Larrieux expuso que los cuestionamientos de los sectores de izquierda implicaron un “intento de desvalorizar el sistema democrático apoyado en tres poderes independientes y mutuamente controlados”, es decir los pilares en que se basa el sistema republicano de gobierno, y que establece garantías para todos los ciudadanos por encima del talante de quien esté ejerciendo el poder. Por cierto, las apreciaciones del magistrado apuntan a determinadas actitudes que han puesto de relieve sectores frenteamplistas ante pronunciamientos de la Suprema Corte que no son de su agrado, como si el organismo de un poder independiente del Estado debiera estar sometido a lo que opina y hace el gobierno, tanto al Poder Ejecutivo como el Parlamento, y por lo tanto no debiera cumplir con su cometido de observar que se cumplan las normativas vigentes y se respete la Constitución, nada menos.
Es cierto, la presencia del presidente José Mujica en el acto de asunción conlleva un valor simbólico de respaldo a la independencia del Poder Judicial, como no puede ser de otra manera en un presidente elegido por voto popular en plena vigencia de la democracia, aunque en más de una oportunidad el propio mandatario, con actitudes ambivalentes, no ha sido enfático en este respaldo que debe estar por encima de posturas partidarias e ideologías.
Es así que el jefe de Estado y sus ministros, mientras proclaman reiteradamente su respeto a los fallos de la Suprema Corte, representantes del mismo gobierno censuran a la Corte en el exterior --como en el reciente planteo a la ONU sobre el traslado de la jueza Mota-- y naturalmente, algunos dirigentes de primera línea reiteran una y otra vez que la SCJ actúa en defensa de los intereses “de la derecha”, simplemente porque el organismo falló contra leyes aprobadas a brazo de yeso por la mayoría oficialista que son marcadamente inconstitucionales, y que los parlamentarios de la fuerza de gobierno igualmente aprobaron pese a ser advertidos por reputados juristas que se llevaban por delante normas establecidas en la Carta Magna.

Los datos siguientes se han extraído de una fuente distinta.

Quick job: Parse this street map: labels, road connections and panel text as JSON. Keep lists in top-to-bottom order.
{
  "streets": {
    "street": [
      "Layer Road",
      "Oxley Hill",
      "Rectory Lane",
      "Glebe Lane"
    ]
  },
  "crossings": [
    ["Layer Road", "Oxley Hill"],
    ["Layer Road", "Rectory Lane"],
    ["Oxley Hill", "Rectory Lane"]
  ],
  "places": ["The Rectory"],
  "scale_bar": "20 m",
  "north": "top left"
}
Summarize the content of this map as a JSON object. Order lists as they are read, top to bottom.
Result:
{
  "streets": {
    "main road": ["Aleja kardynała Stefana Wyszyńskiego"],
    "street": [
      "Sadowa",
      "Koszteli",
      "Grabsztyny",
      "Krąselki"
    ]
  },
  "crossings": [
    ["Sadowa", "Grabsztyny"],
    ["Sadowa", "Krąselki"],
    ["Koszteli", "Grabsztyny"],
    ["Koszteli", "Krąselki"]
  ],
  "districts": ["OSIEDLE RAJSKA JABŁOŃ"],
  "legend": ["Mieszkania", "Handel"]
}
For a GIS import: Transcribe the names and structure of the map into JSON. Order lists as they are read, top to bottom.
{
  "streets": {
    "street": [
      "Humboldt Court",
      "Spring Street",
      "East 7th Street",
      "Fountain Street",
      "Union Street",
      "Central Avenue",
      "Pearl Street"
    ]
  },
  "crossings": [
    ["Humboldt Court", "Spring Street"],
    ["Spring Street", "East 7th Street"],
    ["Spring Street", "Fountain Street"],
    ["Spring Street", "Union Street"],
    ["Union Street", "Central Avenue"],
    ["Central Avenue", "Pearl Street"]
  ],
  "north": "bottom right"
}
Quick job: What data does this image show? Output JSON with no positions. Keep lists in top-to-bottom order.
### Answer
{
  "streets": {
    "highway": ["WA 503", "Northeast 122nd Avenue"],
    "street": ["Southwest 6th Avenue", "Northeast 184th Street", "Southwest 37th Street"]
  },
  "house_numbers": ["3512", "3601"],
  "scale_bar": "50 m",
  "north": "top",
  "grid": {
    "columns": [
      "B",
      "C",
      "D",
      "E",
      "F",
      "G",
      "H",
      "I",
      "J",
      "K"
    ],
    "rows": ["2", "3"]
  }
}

En el caso del traslado de la jueza Mota, sin dudas se trató de una decisión que es potestad de la Corte y la Constitución no prevé que el máximo órgano judicial tenga que explicarle a los otros poderes el porqué de sus decisiones administrativas, que es como si el organismo requiriera explicaciones por actos de gobierno privativos de los otros poderes del Estado.
Ocurre que hay grupos radicales enquistados en la izquierda que efectivamente apuntan a la “desvalorización” de la democracia, de acuerdo al término utilizado por el Dr. Larrieux, porque precisamente no creen en la democracia “formal” como tratan despectivamente a lo que es democracia a secas, y que significa respetar un ordenamiento institucional y legal que regula la relación entre poderes y pone coto a desvíos, sobre todo de quienes se sienten desde siempre dueños de la verdad y ponen “lo político por encima de lo jurídico”, como la cosa más natural del mundo.
Y si no, alcanzaría con remitirnos a expresiones vertidas por la activista Irma Leites, líder de la organización Plenaria Memoria y Justicia, a propósito de las declaraciones de Larrieux, al señalar que el magistrado “defiende algo que no existe, porque esta es una democracia que perpetúa la impunidad” (o sea, no le sirve lo que deciden las mayorías en las urnas), que “sigue defendiendo la tesitura de que ellos son la muralla de la impunidad” y que “es la interpretación fascista de la situación que niega absolutamente el derecho de la gente a expresarse”.
El punto es que en su particular óptica, como en la de otros grupos “ultras”, “la gente” son unos pocos “iluminados” cuya forma de “expresión” es salir en marchas con las caras ocultas tras pañuelos y capuchas, para apedrear vidrieras de comercios, autos y policías, ingresar en asonada al edificio de la Suprema Corte de Justicia y luego presentarse como víctimas, en defensa de “derechos humanos” en los que no creen, porque responden a ideas extremistas en las que quien no comparte sus ideas es un enemigo o está aliado con la oligarquía dominante, y descalifican a todo el que piense diferente.
Es decir, grupos que medran en el caos, que no creen ni les importa la democracia y sí en la violencia, son intolerantes y se basan en eslóganes y frases hechas, apostando a que los uruguayos somos un hato de tontos.